Specifically, NASA has been ordered to spot 90 percent of potentially deadly rocks hurtling through space by 2020.
Even without the money, NASA said it has completed about one-third of its assignment with its current telescope system.
The agency estimated that about 20,000 asteroids and comets in Earth’s solar system bigger than 140m in diameter are potential threats to the planet. That is slightly smaller than the Superdome sports arena in New Orleans, Louisiana. So far, scientists know where about 6,000 of the objects are.
Rocks between 140m and 1,000m in diameter can devastate an entire region, but not the entire globe, said Lindley Johnson, NASA’s manager of the near-Earth objects program. Objects bigger than that are even more threatening, of course.
Just last month, astronomers were surprised when an object of unknown size and origin bashed into Jupiter and created an Earth-sized bruise that still is spreading. Jupiter gets slammed more often than Earth because of its immense gravity, enormous size and location.
Disaster movies like Armageddon and near misses in previous years frightened people and alerted them to a serious issue. But when it comes to doing something about monitoring the threat, the academy concluded: “There has been relatively little effort by the US government.”
And the US government is practically the only government doing anything at all, the report found.
“It shows we have a problem we’re not addressing,” said Louis Friedman, executive director of the Planetary Society, an advocacy group.
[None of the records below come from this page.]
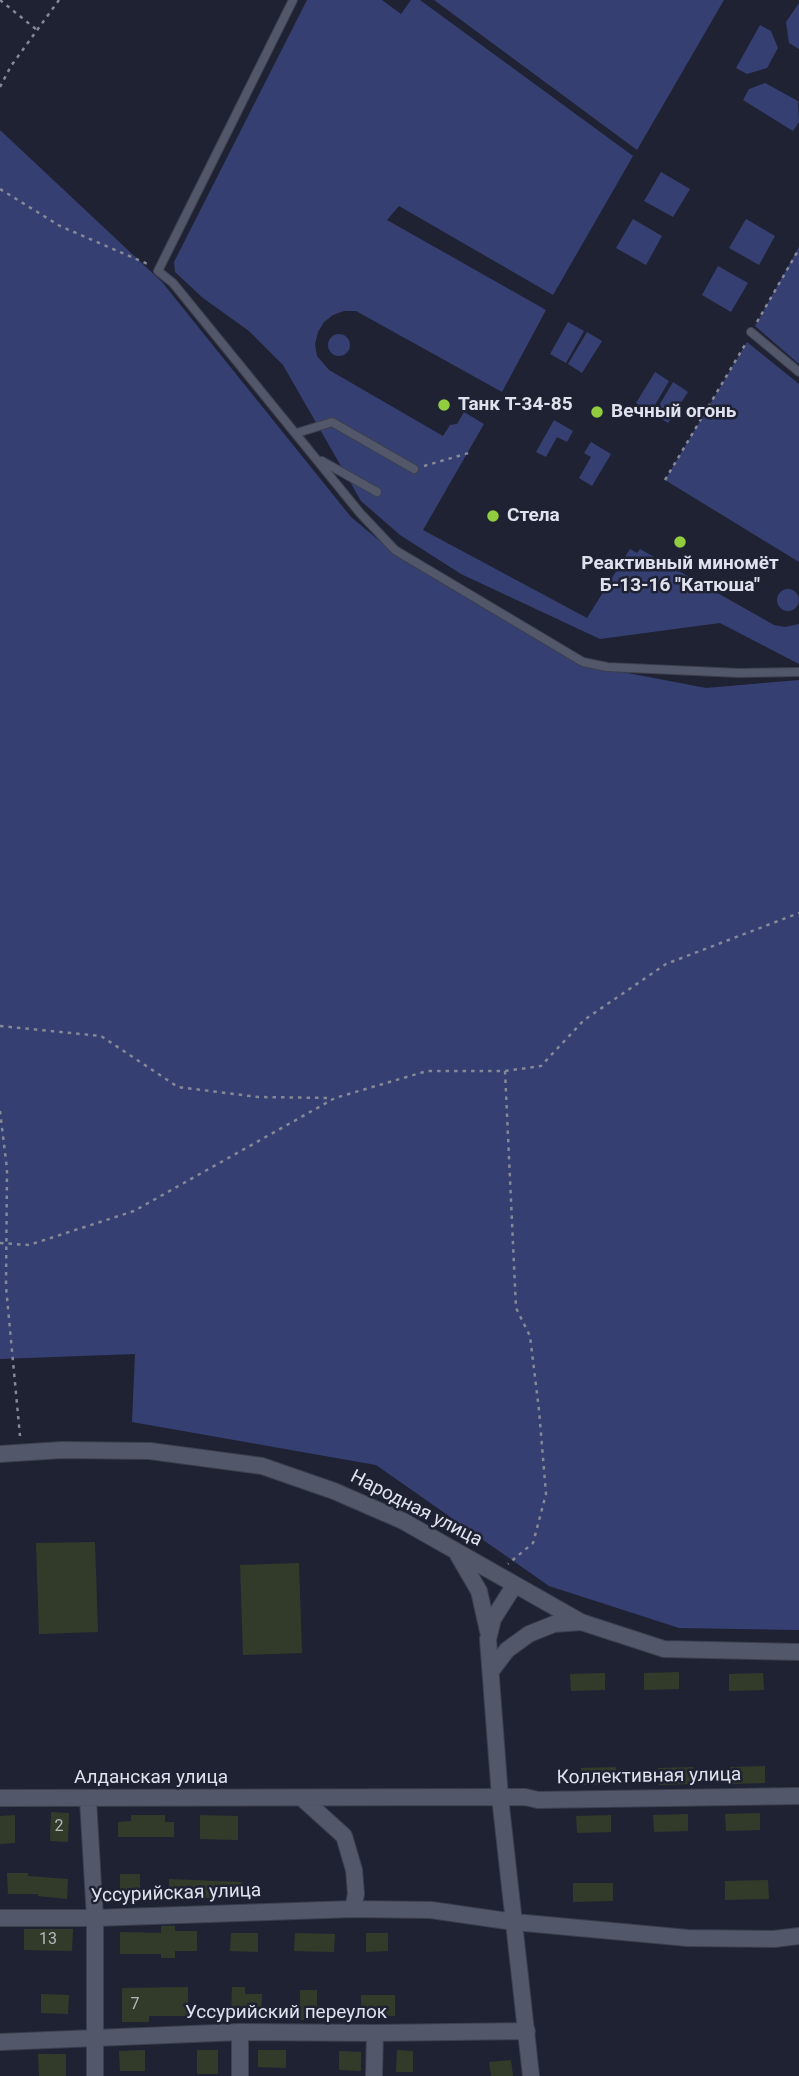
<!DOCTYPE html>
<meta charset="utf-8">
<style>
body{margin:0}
canvas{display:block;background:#1e2233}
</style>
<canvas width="799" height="2076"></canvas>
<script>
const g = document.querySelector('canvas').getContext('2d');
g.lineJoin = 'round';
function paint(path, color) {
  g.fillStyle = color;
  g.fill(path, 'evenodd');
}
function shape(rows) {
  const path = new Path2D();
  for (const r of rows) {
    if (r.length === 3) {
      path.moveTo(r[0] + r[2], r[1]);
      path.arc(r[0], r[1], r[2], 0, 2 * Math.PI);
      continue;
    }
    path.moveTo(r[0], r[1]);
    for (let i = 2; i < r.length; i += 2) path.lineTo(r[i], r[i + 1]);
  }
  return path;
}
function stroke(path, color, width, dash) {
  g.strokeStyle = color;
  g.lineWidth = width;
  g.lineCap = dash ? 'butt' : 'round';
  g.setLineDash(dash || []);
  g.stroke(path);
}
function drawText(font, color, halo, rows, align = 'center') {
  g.font = font + ' Roboto,sans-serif';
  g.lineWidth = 5;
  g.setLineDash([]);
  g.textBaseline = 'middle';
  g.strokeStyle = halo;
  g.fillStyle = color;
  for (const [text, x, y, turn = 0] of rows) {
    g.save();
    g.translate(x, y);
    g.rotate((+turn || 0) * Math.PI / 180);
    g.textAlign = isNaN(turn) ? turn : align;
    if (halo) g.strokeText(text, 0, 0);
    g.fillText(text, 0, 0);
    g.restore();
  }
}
paint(shape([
 [307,0,382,0,401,14,411,0,420,0,633,156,553,295,399,206,387,220,546,310,502,392,356,311,344,311,333,315,324,322,318,332,315,344,317,356,329,370,443,436,450,425,457,424,464,412,484,424,423,530,587,618,630,549,637,553,640,549,774,625,785,627,799,624,799,664,720,623,600,639,461,574,400,535,361,501,283,365,249,331,203,298,175,272,174,262],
 [434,0,724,0,637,150],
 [799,3,799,49,789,43,786,22],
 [760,25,771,31,778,48,767,68,747,74,736,68],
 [765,83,798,101,799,122,793,131,743,100,749,89],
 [0,130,162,282,351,517,394,553,591,666,706,688,799,680,799,1630,679,1628,549,1586,376,1465,132,1422,135,1354,0,1359],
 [661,172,690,189,673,217,644,201],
 [633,219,662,236,646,265,616,248],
 [746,219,775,236,759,265,729,248],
 [799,247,799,364,755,326],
 [718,266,748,283,731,312,702,295],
 [568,322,584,331,566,363,550,354],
 [587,332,602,341,582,373,568,364],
 [339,345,11],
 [747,342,799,384,799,562,665,480],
 [655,372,669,381,651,412,636,403],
 [673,382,688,392,668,423,654,414],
 [554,420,573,431,567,442,557,437,546,457,536,452],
 [591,442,611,454,592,486,579,478,591,457,584,453],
 [788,600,11]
]), '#363f71');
paint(shape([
 [95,1542,98,1632,39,1634,36,1543],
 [299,1563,302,1653,243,1655,240,1565],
 [679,1672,679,1689,644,1690,644,1673],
 [605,1673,605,1690,571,1691,570,1674],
 [763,1673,764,1690,729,1691,729,1674],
 [765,1766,765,1783,731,1784,730,1767],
 [616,1767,616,1784,581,1785,581,1768],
 [693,1767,693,1784,659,1785,658,1768],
 [51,1812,69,1813,68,1842,50,1841],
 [760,1813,760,1830,726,1831,725,1814],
 [688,1814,688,1831,654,1832,653,1815],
 [15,1815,15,1843,0,1844,0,1816],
 [131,1815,165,1815,165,1822,174,1822,174,1837,118,1837,118,1822,131,1821],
 [200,1815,238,1816,238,1840,200,1839],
 [611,1815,611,1832,577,1833,576,1816],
 [7,1873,28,1873,28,1876,68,1879,67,1899,38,1896,38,1894,8,1894],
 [120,1874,140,1874,140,1897,120,1897],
 [169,1879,242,1882,242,1898,169,1898],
 [768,1880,769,1899,725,1900,725,1881],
 [573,1883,613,1883,613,1901,573,1902],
 [161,1926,175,1926,175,1931,197,1931,197,1951,175,1951,175,1958,161,1958,161,1954,120,1954,120,1932,161,1933],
 [24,1929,73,1929,72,1951,24,1950],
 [231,1933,258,1933,258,1952,230,1951],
 [295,1933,335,1934,334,1952,294,1951],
 [366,1933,388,1933,388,1951,366,1952],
 [188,1987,188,2016,149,2016,149,2022,122,2022,122,1988],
 [232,1987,245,1987,245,1994,262,1994,261,2018,231,2018],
 [300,1990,317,1990,317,2020,300,2020],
 [41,1994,69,1995,68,2014,41,2013],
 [361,1995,395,1995,395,2016,361,2015],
 [145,2050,145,2071,120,2071,119,2051],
 [197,2050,218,2050,218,2074,197,2074],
 [258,2050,286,2050,286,2068,258,2067],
 [397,2050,413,2051,413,2072,396,2072],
 [339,2051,361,2052,361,2071,339,2070],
 [38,2054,66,2054,66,2076,39,2076],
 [511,2060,513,2076,491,2076,489,2062]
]), '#323b2a');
const service = shape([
 [293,0,158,271,173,283,360,513,395,550,583,662,607,667,739,673,799,672],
 [751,332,799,372],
 [297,433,332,422,414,469],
 [322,461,377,492]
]);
const minor = shape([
 [0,1454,62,1450,150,1451,262,1466,334,1491,403,1521,581,1622,664,1649,799,1652],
 [458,1555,479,1591,488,1631],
 [514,1586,493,1619,488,1639,500,1797,531,2076],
 [491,1671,507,1650,529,1634,554,1624,581,1622],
 [0,1798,525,1797,538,1800,799,1796],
 [302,1798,344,1836,354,1870,356,1894,353,1909],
 [88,1800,95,1918,95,2076],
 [0,1918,95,1918,353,1909,431,1910,514,1922,688,1938,774,1939,799,1936],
 [240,2032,240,2076],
 [0,2042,240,2032,375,2033,527,2031],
 [374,2076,375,2033]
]);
stroke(service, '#3c3f4d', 10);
stroke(minor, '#3c3f4d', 18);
stroke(shape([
 [0,0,37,30],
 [0,87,11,66,59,0],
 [0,189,60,226,150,265],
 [757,322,799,249],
 [424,466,472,452],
 [665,480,746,343],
 [0,1026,101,1036,178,1087,258,1097,332,1098],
 [505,1071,516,1308,530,1336,539,1410,546,1494,533,1543,508,1564],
 [0,1111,7,1169,6,1287,20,1436],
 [0,1243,29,1245,134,1211,335,1098,427,1071,505,1071,541,1066,584,1020,666,964,799,913]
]), '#858997', 2.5, [3.5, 5]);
stroke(service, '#53576a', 8);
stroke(minor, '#53576a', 16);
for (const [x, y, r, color] of [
 [444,405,7,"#92cd3f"],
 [597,412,7,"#92cd3f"],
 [493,516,7,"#92cd3f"],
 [680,542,7,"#92cd3f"]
]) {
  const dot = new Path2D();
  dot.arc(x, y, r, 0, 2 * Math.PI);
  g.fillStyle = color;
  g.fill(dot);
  stroke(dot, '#1e2233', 2.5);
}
drawText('16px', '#b4b8bc', null, [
 ["2",59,1827],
 ["13",48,1940],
 ["7",135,2005]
]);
drawText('bold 19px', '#dfe2ed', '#1e2233', [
 ["Танк Т-34-85",458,405],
 ["Вечный огонь",611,412],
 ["Стела",507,516],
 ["Реактивный миномёт",680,564,"center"],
 ["Б-13-16 \"Катюша\"",680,586,"center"]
], 'left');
drawText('19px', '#dfe2ed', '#1e2233', [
 ["Народная улица",416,1509,27],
 ["Коллективная улица",649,1777,-1],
 ["Алданская улица",151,1778],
 ["Уссурийская улица",176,1894,-2],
 ["Уссурийский переулок",286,2013]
]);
</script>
NASA calculated that to spot the asteroids as required by law would cost about US$800 million between now and 2020, either with a new ground-based telescope or a space observation system, Johnson said. If NASA received only US$300 million, it could find most asteroids bigger than 305m across, he said.
But so far NASA has gotten neither.
It may never get the money, said John Logsdon, a space policy professor at George Washington University.
There is not a big enough group pushing for the money, he said.
At the moment, NASA has identified about five near-Earth objects that pose better than a one-in-a-million risk of hitting the planet and being big enough to cause serious damage, Johnson said. That number changes from time to time, usually with new asteroids added and old ones removed as more information is gathered on their orbits.